Looks like there is a deadlock in the code. There could be multiple reasons:

  1. Running concurrent NCCL communications. NCCL only allows one CUDA communicator to access the device a a time. If, say pipeline and ZeRO in deepspeed launches concurrent comms, it could hang.
  2. User-code comm deadlock. Suppose there are two processes, X and Y. X calls commA → cuda.synchronize() → commB, while Y calls commB → cuda.synchronize() → commA. It could deadlock, as both process requires the subsequent comm op after cuda.synchronize() to unblock.

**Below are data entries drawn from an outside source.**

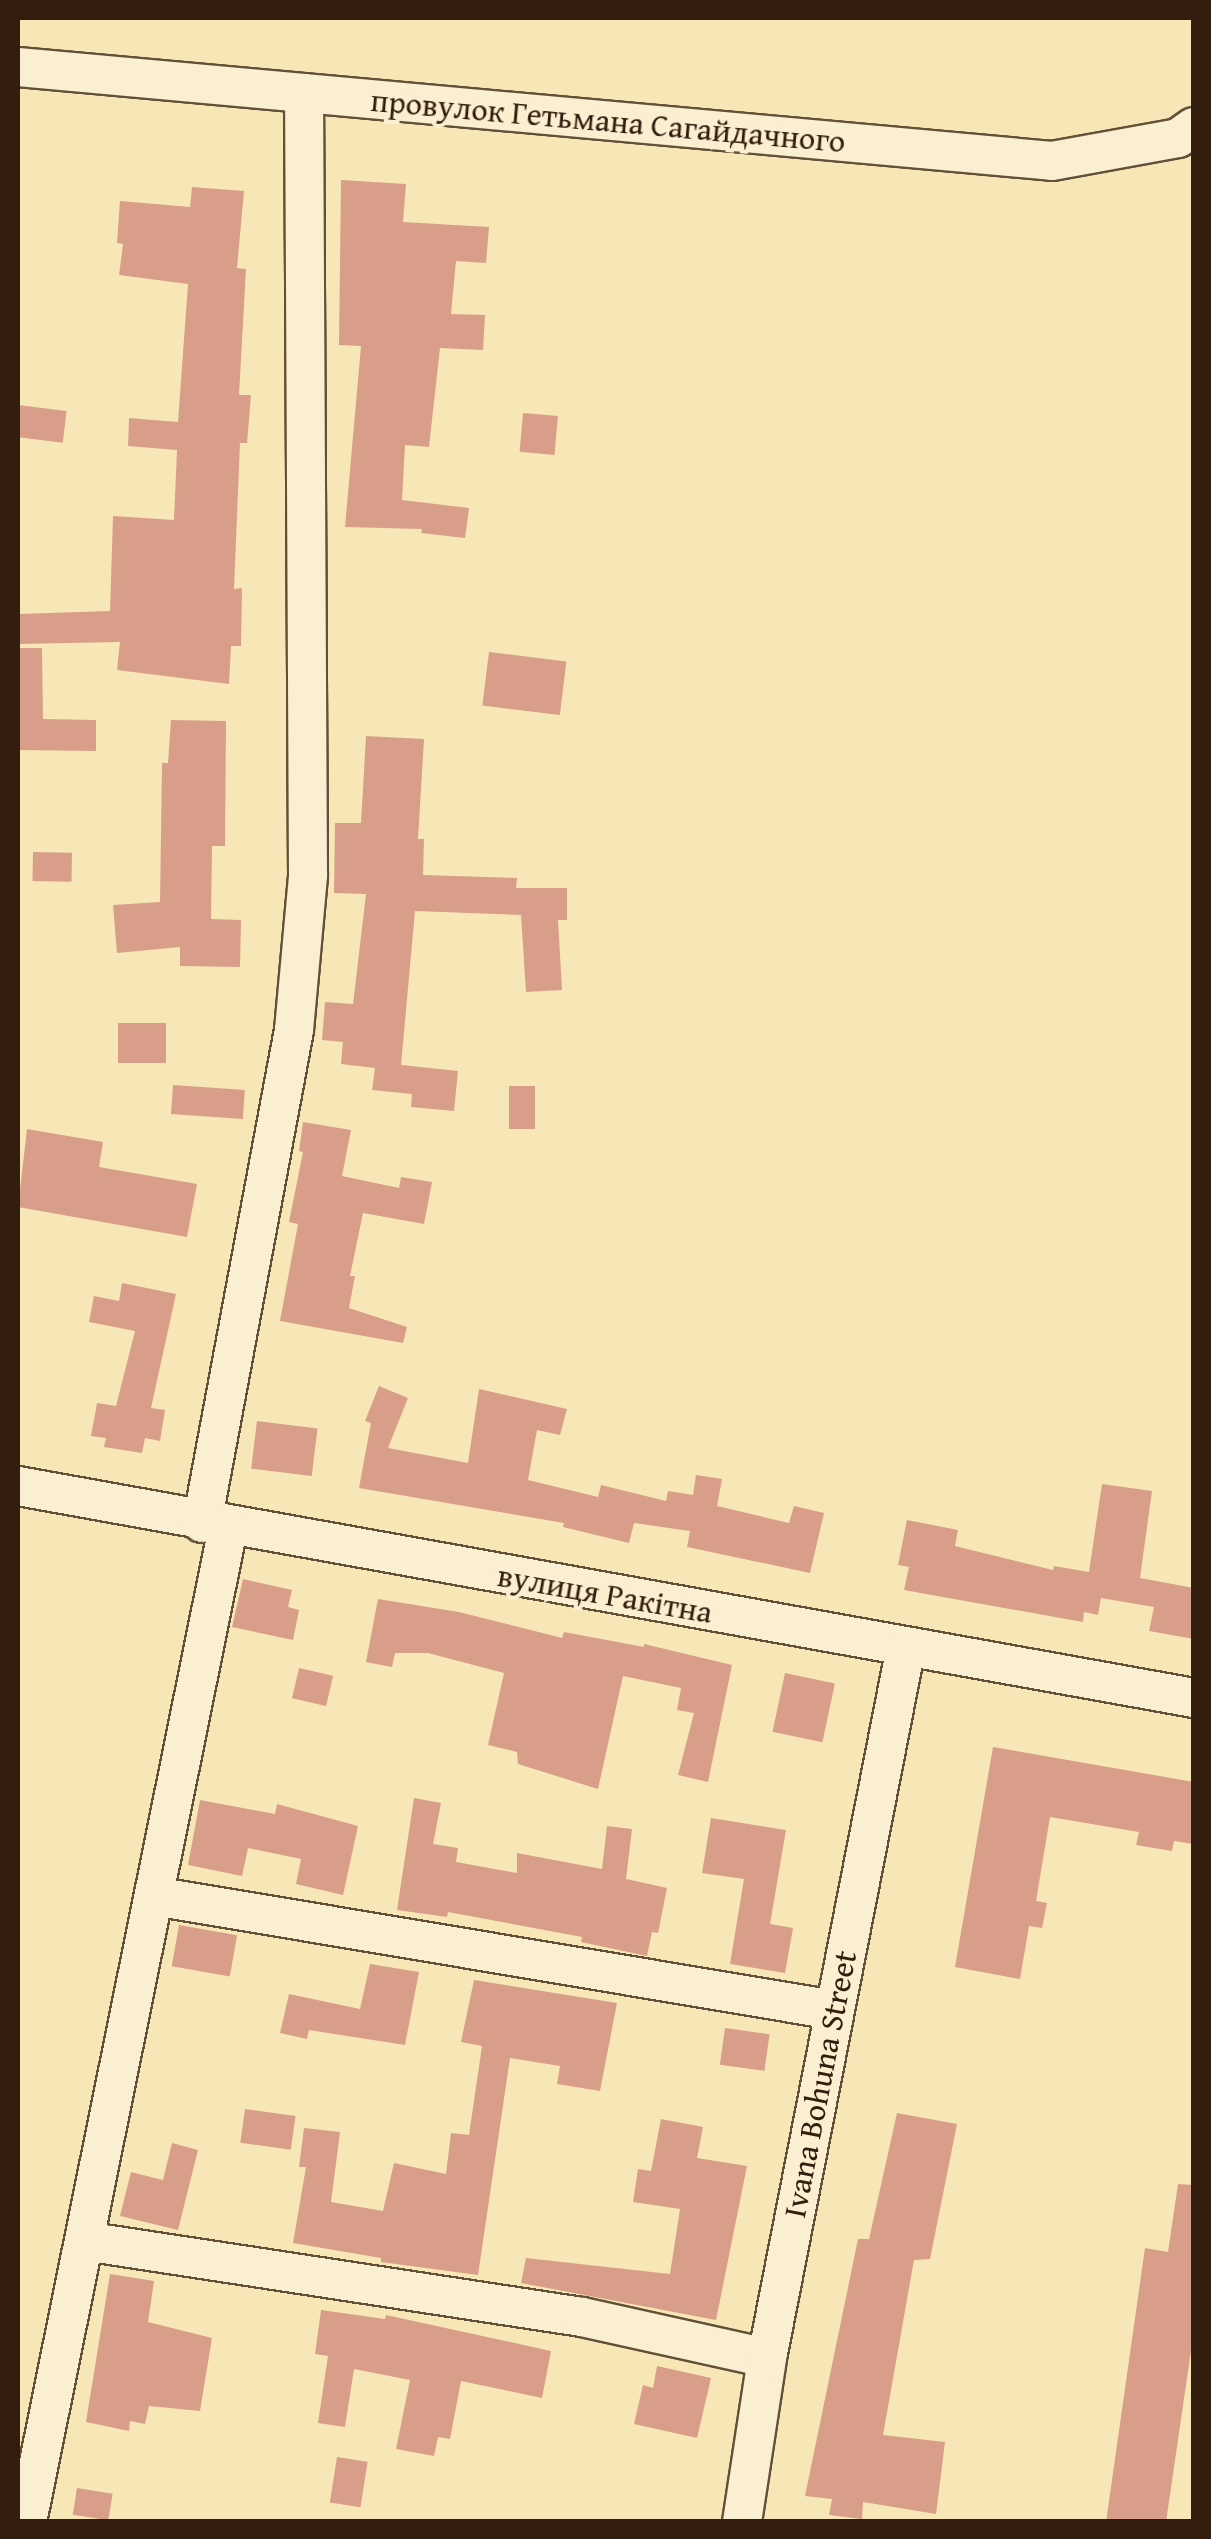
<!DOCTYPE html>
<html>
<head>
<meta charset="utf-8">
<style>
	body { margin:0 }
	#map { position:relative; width:1211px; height:2539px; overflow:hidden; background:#f7e7b6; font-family:"Gentium Book Plus",serif }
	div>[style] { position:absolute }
	.building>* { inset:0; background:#d99e89; transform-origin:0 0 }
	.roads { filter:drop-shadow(2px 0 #635038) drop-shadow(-2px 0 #635038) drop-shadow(0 2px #635038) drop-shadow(0 -2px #635038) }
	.street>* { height:38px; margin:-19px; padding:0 19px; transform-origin:19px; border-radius:19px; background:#faefd0 }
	span { translate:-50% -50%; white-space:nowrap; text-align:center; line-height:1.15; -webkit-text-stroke:8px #faefd0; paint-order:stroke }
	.street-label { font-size:32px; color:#321d0e }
	.frame { position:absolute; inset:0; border:20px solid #321d0e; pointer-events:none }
</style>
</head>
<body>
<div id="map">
	<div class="building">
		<i style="clip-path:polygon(341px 180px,406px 184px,403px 222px,489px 227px,486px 263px,456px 261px,451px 314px,485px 315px,483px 350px,440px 348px,429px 447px,405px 445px,402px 500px,469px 508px,465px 538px,421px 533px,422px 529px,345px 527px,361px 346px,339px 345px)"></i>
		<i style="clip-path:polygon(192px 187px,244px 191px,237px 268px,246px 269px,239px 395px,251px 395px,247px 443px,240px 443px,234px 589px,242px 588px,241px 646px,231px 646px,229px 684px,117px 670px,120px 642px,18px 644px,18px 614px,110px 611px,113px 516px,174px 520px,177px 450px,128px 446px,129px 418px,178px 422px,188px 284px,119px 275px,123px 244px,117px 243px,120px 201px,190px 207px)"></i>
		<i style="left:18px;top:405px;width:49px;height:32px;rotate:7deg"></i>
		<i style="left:523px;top:413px;width:35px;height:39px;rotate:5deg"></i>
		<i style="clip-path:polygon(18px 648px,42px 648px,43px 719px,96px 720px,96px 751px,18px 750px)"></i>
		<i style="left:489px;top:652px;width:78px;height:54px;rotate:7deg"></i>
		<i style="clip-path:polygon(171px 720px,226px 721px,225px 846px,212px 846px,211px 919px,241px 920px,240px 967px,180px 966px,180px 947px,117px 953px,113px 905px,160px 902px,162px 763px,168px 763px)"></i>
		<i style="clip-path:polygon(366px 736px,424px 739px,418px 839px,424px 839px,423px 875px,517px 878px,516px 888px,567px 888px,567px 920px,558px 920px,562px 990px,526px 992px,521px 915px,415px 911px,401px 1065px,458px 1071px,454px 1111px,411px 1107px,412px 1094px,372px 1090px,375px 1068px,341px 1064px,343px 1042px,322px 1040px,325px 1002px,353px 1004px,366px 894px,334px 893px,335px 823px,361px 823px)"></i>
		<i style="left:33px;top:852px;width:39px;height:29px;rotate:1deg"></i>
		<i style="left:118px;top:1023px;width:48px;height:40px"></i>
		<i style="left:173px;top:1085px;width:72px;height:29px;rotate:4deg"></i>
		<i style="left:535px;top:1086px;width:43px;height:26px;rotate:90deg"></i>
		<i style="clip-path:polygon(303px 1122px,351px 1130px,342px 1176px,399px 1188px,401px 1177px,432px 1182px,424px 1224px,363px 1213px,350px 1276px,355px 1276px,349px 1308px,407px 1327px,403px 1343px,280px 1321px,298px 1224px,289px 1222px,303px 1152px,299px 1151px)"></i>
		<i style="clip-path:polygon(27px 1129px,103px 1142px,99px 1167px,197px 1184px,187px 1237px,18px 1207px)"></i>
		<i style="clip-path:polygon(122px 1283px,176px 1294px,151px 1408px,165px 1410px,160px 1441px,145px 1438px,142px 1453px,104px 1447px,106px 1438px,91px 1436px,97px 1403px,116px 1406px,135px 1331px,89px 1322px,94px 1296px,119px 1301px)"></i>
		<i style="clip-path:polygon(379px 1386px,408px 1398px,388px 1448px,468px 1463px,479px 1389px,567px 1409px,560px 1435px,537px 1430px,528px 1480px,598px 1497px,601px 1485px,666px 1501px,668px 1491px,693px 1495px,696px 1475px,722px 1479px,717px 1506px,789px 1523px,794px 1506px,824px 1513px,810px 1573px,687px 1547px,690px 1531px,634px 1523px,629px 1543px,563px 1527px,564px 1523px,359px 1488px,371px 1423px,365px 1421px)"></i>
		<i style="left:257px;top:1421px;width:61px;height:48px;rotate:7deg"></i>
		<i style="clip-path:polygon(1102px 1484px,1152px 1491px,1140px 1578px,1194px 1588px,1194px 1639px,1149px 1631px,1154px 1607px,1101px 1598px,1098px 1615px,1084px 1612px,1083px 1622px,904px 1590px,909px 1567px,898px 1565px,907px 1520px,958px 1530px,955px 1546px,1053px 1570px,1054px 1566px,1089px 1572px)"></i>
		<i style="clip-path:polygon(243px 1579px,292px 1590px,288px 1607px,299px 1610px,293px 1640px,232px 1627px)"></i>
		<i style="clip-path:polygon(378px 1599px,459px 1612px,562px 1638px,564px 1632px,644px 1647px,644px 1644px,732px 1665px,708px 1782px,678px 1775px,694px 1713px,677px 1710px,681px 1688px,623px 1676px,598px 1789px,518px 1764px,517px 1752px,488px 1745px,504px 1673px,428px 1653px,395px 1653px,392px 1667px,366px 1662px)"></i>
		<i style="left:299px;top:1668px;width:35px;height:31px;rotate:13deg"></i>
		<i style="left:785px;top:1673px;width:51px;height:60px;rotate:12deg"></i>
		<i style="clip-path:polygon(993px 1747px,1194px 1782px,1194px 1844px,1174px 1841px,1172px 1851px,1136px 1845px,1139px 1832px,1050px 1817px,1036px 1901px,1047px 1903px,1042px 1928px,1029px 1926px,1020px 1979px,955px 1967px)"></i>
		<i style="clip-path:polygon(414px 1798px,441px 1803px,433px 1844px,458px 1848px,456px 1862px,517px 1873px,517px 1853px,602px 1869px,607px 1826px,632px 1829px,626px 1879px,667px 1888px,658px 1933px,652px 1932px,647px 1956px,581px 1942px,582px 1937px,448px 1912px,447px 1917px,397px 1910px)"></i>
		<i style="clip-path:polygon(200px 1800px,275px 1814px,277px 1804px,358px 1826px,343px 1895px,296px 1884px,301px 1859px,248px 1848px,242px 1876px,188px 1865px)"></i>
		<i style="clip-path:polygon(711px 1818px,786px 1830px,770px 1924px,793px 1928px,785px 1973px,730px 1964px,744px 1879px,702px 1873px)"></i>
		<i style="left:179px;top:1925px;width:59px;height:42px;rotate:10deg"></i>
		<i style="clip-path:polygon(370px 1964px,419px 1972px,405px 2045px,309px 2030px,307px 2039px,280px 2033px,289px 1994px,360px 2009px)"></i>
		<i style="clip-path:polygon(474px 1980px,617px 2003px,600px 2091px,557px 2084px,560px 2066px,510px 2058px,478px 2275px,381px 2262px,381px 2258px,293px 2243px,306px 2167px,299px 2167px,304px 2128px,340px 2132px,331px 2202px,383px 2211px,394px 2163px,446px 2174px,451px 2133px,469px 2135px,482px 2046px,461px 2042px)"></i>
		<i style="left:725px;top:2028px;width:45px;height:37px;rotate:8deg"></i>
		<i style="left:245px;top:2109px;width:51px;height:34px;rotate:8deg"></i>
		<i style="clip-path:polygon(897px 2113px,957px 2124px,930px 2259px,914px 2260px,883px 2435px,945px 2442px,936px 2514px,863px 2502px,862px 2519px,829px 2515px,832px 2499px,805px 2496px,858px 2239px,869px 2239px)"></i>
		<i style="clip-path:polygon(661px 2119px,703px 2127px,697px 2158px,747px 2166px,716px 2320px,521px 2283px,526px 2258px,670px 2274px,680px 2209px,633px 2202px,638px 2169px,651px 2171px)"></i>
		<i style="clip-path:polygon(172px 2143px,198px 2150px,178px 2230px,120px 2216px,131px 2172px,163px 2180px)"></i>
		<i style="clip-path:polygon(1178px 2184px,1194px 2185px,1194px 2330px,1166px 2522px,1106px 2522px,1145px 2248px,1168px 2252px)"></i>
		<i style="clip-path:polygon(110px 2274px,154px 2281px,148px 2322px,212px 2338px,200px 2411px,149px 2406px,145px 2424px,130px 2421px,129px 2431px,86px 2422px)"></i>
		<i style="clip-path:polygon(321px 2310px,385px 2319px,386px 2315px,551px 2351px,542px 2398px,461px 2381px,450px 2439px,438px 2437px,434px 2456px,396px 2449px,410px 2380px,354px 2369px,345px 2427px,318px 2423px,328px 2356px,315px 2354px)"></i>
		<i style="clip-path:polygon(657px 2366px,711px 2378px,697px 2438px,634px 2424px,643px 2385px,653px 2388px)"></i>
		<i style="left:337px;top:2457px;width:31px;height:46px;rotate:9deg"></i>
		<i style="left:77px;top:2488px;width:36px;height:27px;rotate:9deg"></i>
	</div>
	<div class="roads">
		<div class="street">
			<i style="left:18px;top:67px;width:1038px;rotate:5.19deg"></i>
			<i style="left:1052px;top:161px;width:128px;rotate:-10.3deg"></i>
			<i style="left:1178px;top:138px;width:19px;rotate:-35deg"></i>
			<i style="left:18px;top:1486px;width:1195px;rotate:10.22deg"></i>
			<i style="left:202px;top:1523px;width:502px;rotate:-79.43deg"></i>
			<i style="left:294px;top:1030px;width:156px;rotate:-84.8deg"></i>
			<i style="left:308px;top:875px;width:782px;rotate:-90.29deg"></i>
			<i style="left:154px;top:1896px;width:689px;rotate:9.52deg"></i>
			<i style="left:84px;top:2241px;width:504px;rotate:8.68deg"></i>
			<i style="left:582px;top:2317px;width:189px;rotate:12.5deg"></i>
			<i style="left:27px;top:2522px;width:1014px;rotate:-78.57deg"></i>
			<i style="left:742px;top:2522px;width:166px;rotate:-81.3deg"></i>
			<i style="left:767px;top:2358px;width:724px;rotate:-78.94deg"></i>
		</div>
	</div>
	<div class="street-label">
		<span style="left:608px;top:121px;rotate:5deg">провулок Гетьмана Сагайдачного</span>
		<span style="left:605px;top:1594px;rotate:10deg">вулиця Ракітна</span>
		<span style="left:820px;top:2084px;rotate:-79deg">Ivana Bohuna Street</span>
	</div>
	<div class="frame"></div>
</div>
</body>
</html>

If you didn’t launch comm ops in your user code, could you please create an issue in deepspeed repo and discuss with deepspeed experts?

1 Like

Is there a built-in mechanism to help debug these communication deadlocks? E.g. with thread dumps we can see which thread is waiting/holding individual locks. Or is adding logging the only option?

Maybe setting TORCH_DISTRIBUTED_DEBUG=DETAIL can help?
https://pytorch.org/docs/master/distributed.html#torch-distributed-debug

1 Like

Thanks Andrew, I didn’t know this existed.